Required work: Please output the full listing, character for character.
════════
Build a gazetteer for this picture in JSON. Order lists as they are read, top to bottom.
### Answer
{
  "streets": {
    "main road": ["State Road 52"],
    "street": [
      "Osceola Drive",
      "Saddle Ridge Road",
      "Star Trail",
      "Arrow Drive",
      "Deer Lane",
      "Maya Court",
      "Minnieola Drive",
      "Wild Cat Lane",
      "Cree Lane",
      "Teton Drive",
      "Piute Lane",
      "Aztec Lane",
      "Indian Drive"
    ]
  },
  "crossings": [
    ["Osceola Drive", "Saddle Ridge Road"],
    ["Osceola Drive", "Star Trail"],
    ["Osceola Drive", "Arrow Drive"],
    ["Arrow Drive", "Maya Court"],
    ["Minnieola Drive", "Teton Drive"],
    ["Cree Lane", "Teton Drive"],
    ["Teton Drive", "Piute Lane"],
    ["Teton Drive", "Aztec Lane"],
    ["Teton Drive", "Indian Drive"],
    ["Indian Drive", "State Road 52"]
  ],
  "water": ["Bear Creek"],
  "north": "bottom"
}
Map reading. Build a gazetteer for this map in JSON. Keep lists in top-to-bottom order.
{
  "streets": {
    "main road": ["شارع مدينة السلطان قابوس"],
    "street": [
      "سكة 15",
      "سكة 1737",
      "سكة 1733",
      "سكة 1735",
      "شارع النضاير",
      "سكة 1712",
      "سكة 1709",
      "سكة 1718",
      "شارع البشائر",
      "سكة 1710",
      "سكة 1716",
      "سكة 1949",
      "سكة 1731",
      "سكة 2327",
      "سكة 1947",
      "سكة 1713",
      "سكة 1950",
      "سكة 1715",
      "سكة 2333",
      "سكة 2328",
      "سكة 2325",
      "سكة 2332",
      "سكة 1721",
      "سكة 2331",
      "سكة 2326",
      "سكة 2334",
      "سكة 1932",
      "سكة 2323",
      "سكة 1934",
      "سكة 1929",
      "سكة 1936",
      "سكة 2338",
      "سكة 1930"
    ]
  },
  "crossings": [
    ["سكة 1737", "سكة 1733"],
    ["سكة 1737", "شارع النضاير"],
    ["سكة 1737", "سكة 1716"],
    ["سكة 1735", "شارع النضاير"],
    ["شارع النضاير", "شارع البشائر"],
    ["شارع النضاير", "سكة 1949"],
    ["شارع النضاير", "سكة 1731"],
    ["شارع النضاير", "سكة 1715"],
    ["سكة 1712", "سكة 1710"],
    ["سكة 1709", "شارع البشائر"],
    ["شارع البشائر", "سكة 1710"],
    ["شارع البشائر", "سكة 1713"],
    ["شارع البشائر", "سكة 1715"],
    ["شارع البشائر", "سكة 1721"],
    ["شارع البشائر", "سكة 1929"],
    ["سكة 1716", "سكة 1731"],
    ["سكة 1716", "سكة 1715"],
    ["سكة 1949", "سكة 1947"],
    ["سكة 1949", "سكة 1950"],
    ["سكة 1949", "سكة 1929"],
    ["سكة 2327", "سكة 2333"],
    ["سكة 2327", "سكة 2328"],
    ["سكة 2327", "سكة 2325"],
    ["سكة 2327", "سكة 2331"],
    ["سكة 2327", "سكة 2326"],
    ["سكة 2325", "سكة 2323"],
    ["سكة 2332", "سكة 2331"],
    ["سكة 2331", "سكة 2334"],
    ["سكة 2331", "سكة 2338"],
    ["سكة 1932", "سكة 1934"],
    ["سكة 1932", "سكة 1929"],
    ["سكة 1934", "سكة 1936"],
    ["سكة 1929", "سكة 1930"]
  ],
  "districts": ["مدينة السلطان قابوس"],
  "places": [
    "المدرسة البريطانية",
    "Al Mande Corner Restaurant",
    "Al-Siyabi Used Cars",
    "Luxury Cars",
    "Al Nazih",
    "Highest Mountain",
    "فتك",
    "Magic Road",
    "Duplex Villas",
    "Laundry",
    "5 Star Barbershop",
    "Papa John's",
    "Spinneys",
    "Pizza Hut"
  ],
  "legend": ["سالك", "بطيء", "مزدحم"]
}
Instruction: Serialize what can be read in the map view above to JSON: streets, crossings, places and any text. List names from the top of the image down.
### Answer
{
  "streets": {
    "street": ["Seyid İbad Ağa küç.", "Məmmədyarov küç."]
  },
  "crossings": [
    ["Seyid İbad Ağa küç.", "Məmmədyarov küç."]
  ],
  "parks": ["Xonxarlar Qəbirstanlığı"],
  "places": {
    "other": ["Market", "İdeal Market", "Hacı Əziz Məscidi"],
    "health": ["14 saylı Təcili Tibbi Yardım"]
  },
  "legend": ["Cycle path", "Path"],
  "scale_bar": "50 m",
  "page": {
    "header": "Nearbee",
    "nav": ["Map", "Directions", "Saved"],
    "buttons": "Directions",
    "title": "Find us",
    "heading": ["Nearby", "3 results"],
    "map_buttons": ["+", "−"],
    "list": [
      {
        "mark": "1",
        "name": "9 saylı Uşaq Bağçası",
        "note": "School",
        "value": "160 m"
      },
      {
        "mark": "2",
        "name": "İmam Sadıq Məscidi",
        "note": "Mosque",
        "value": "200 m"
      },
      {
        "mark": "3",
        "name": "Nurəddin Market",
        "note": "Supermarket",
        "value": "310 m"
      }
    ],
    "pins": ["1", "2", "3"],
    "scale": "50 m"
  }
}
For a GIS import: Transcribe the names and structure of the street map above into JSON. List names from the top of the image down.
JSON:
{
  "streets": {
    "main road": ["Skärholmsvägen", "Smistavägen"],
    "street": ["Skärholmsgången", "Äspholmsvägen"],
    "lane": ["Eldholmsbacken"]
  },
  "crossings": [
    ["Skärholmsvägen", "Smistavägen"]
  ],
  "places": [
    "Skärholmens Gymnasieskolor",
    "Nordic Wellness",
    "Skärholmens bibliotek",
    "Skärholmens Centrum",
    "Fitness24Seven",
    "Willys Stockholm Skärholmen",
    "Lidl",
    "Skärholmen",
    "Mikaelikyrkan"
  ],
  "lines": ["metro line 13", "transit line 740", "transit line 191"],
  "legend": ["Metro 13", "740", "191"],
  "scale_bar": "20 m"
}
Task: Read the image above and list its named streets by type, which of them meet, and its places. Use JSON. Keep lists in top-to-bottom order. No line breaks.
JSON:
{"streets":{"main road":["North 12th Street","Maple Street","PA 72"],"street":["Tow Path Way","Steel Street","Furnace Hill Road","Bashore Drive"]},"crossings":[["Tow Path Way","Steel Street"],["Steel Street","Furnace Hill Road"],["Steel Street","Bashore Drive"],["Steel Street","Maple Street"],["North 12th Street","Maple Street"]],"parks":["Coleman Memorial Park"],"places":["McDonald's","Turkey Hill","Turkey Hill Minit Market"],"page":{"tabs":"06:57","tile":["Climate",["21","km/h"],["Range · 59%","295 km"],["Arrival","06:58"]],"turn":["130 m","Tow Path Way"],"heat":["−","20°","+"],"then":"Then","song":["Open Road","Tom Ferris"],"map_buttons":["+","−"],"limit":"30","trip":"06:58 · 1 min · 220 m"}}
════════
Response area:
Build a gazetteer for this picture in JSON. Order lists as they are read, top to bottom.
### Answer
{
  "streets": {
    "main road": ["State Road 52"],
    "street": [
      "Osceola Drive",
      "Saddle Ridge Road",
      "Star Trail",
      "Arrow Drive",
      "Deer Lane",
      "Maya Court",
      "Minnieola Drive",
      "Wild Cat Lane",
      "Cree Lane",
      "Teton Drive",
      "Piute Lane",
      "Aztec Lane",
      "Indian Drive"
    ]
  },
  "crossings": [
    ["Osceola Drive", "Saddle Ridge Road"],
    ["Osceola Drive", "Star Trail"],
    ["Osceola Drive", "Arrow Drive"],
    ["Arrow Drive", "Maya Court"],
    ["Minnieola Drive", "Teton Drive"],
    ["Cree Lane", "Teton Drive"],
    ["Teton Drive", "Piute Lane"],
    ["Teton Drive", "Aztec Lane"],
    ["Teton Drive", "Indian Drive"],
    ["Indian Drive", "State Road 52"]
  ],
  "water": ["Bear Creek"],
  "north": "bottom"
}
Map reading. Build a gazetteer for this map in JSON. Keep lists in top-to-bottom order.
{
  "streets": {
    "main road": ["شارع مدينة السلطان قابوس"],
    "street": [
      "سكة 15",
      "سكة 1737",
      "سكة 1733",
      "سكة 1735",
      "شارع النضاير",
      "سكة 1712",
      "سكة 1709",
      "سكة 1718",
      "شارع البشائر",
      "سكة 1710",
      "سكة 1716",
      "سكة 1949",
      "سكة 1731",
      "سكة 2327",
      "سكة 1947",
      "سكة 1713",
      "سكة 1950",
      "سكة 1715",
      "سكة 2333",
      "سكة 2328",
      "سكة 2325",
      "سكة 2332",
      "سكة 1721",
      "سكة 2331",
      "سكة 2326",
      "سكة 2334",
      "سكة 1932",
      "سكة 2323",
      "سكة 1934",
      "سكة 1929",
      "سكة 1936",
      "سكة 2338",
      "سكة 1930"
    ]
  },
  "crossings": [
    ["سكة 1737", "سكة 1733"],
    ["سكة 1737", "شارع النضاير"],
    ["سكة 1737", "سكة 1716"],
    ["سكة 1735", "شارع النضاير"],
    ["شارع النضاير", "شارع البشائر"],
    ["شارع النضاير", "سكة 1949"],
    ["شارع النضاير", "سكة 1731"],
    ["شارع النضاير", "سكة 1715"],
    ["سكة 1712", "سكة 1710"],
    ["سكة 1709", "شارع البشائر"],
    ["شارع البشائر", "سكة 1710"],
    ["شارع البشائر", "سكة 1713"],
    ["شارع البشائر", "سكة 1715"],
    ["شارع البشائر", "سكة 1721"],
    ["شارع البشائر", "سكة 1929"],
    ["سكة 1716", "سكة 1731"],
    ["سكة 1716", "سكة 1715"],
    ["سكة 1949", "سكة 1947"],
    ["سكة 1949", "سكة 1950"],
    ["سكة 1949", "سكة 1929"],
    ["سكة 2327", "سكة 2333"],
    ["سكة 2327", "سكة 2328"],
    ["سكة 2327", "سكة 2325"],
    ["سكة 2327", "سكة 2331"],
    ["سكة 2327", "سكة 2326"],
    ["سكة 2325", "سكة 2323"],
    ["سكة 2332", "سكة 2331"],
    ["سكة 2331", "سكة 2334"],
    ["سكة 2331", "سكة 2338"],
    ["سكة 1932", "سكة 1934"],
    ["سكة 1932", "سكة 1929"],
    ["سكة 1934", "سكة 1936"],
    ["سكة 1929", "سكة 1930"]
  ],
  "districts": ["مدينة السلطان قابوس"],
  "places": [
    "المدرسة البريطانية",
    "Al Mande Corner Restaurant",
    "Al-Siyabi Used Cars",
    "Luxury Cars",
    "Al Nazih",
    "Highest Mountain",
    "فتك",
    "Magic Road",
    "Duplex Villas",
    "Laundry",
    "5 Star Barbershop",
    "Papa John's",
    "Spinneys",
    "Pizza Hut"
  ],
  "legend": ["سالك", "بطيء", "مزدحم"]
}
Instruction: Serialize what can be read in the map view above to JSON: streets, crossings, places and any text. List names from the top of the image down.
### Answer
{
  "streets": {
    "street": ["Seyid İbad Ağa küç.", "Məmmədyarov küç."]
  },
  "crossings": [
    ["Seyid İbad Ağa küç.", "Məmmədyarov küç."]
  ],
  "parks": ["Xonxarlar Qəbirstanlığı"],
  "places": {
    "other": ["Market", "İdeal Market", "Hacı Əziz Məscidi"],
    "health": ["14 saylı Təcili Tibbi Yardım"]
  },
  "legend": ["Cycle path", "Path"],
  "scale_bar": "50 m",
  "page": {
    "header": "Nearbee",
    "nav": ["Map", "Directions", "Saved"],
    "buttons": "Directions",
    "title": "Find us",
    "heading": ["Nearby", "3 results"],
    "map_buttons": ["+", "−"],
    "list": [
      {
        "mark": "1",
        "name": "9 saylı Uşaq Bağçası",
        "note": "School",
        "value": "160 m"
      },
      {
        "mark": "2",
        "name": "İmam Sadıq Məscidi",
        "note": "Mosque",
        "value": "200 m"
      },
      {
        "mark": "3",
        "name": "Nurəddin Market",
        "note": "Supermarket",
        "value": "310 m"
      }
    ],
    "pins": ["1", "2", "3"],
    "scale": "50 m"
  }
}
For a GIS import: Transcribe the names and structure of the street map above into JSON. List names from the top of the image down.
JSON:
{
  "streets": {
    "main road": ["Skärholmsvägen", "Smistavägen"],
    "street": ["Skärholmsgången", "Äspholmsvägen"],
    "lane": ["Eldholmsbacken"]
  },
  "crossings": [
    ["Skärholmsvägen", "Smistavägen"]
  ],
  "places": [
    "Skärholmens Gymnasieskolor",
    "Nordic Wellness",
    "Skärholmens bibliotek",
    "Skärholmens Centrum",
    "Fitness24Seven",
    "Willys Stockholm Skärholmen",
    "Lidl",
    "Skärholmen",
    "Mikaelikyrkan"
  ],
  "lines": ["metro line 13", "transit line 740", "transit line 191"],
  "legend": ["Metro 13", "740", "191"],
  "scale_bar": "20 m"
}
Task: Read the image above and list its named streets by type, which of them meet, and its places. Use JSON. Keep lists in top-to-bottom order. No line breaks.
JSON:
{"streets":{"main road":["North 12th Street","Maple Street","PA 72"],"street":["Tow Path Way","Steel Street","Furnace Hill Road","Bashore Drive"]},"crossings":[["Tow Path Way","Steel Street"],["Steel Street","Furnace Hill Road"],["Steel Street","Bashore Drive"],["Steel Street","Maple Street"],["North 12th Street","Maple Street"]],"parks":["Coleman Memorial Park"],"places":["McDonald's","Turkey Hill","Turkey Hill Minit Market"],"page":{"tabs":"06:57","tile":["Climate",["21","km/h"],["Range · 59%","295 km"],["Arrival","06:58"]],"turn":["130 m","Tow Path Way"],"heat":["−","20°","+"],"then":"Then","song":["Open Road","Tom Ferris"],"map_buttons":["+","−"],"limit":"30","trip":"06:58 · 1 min · 220 m"}}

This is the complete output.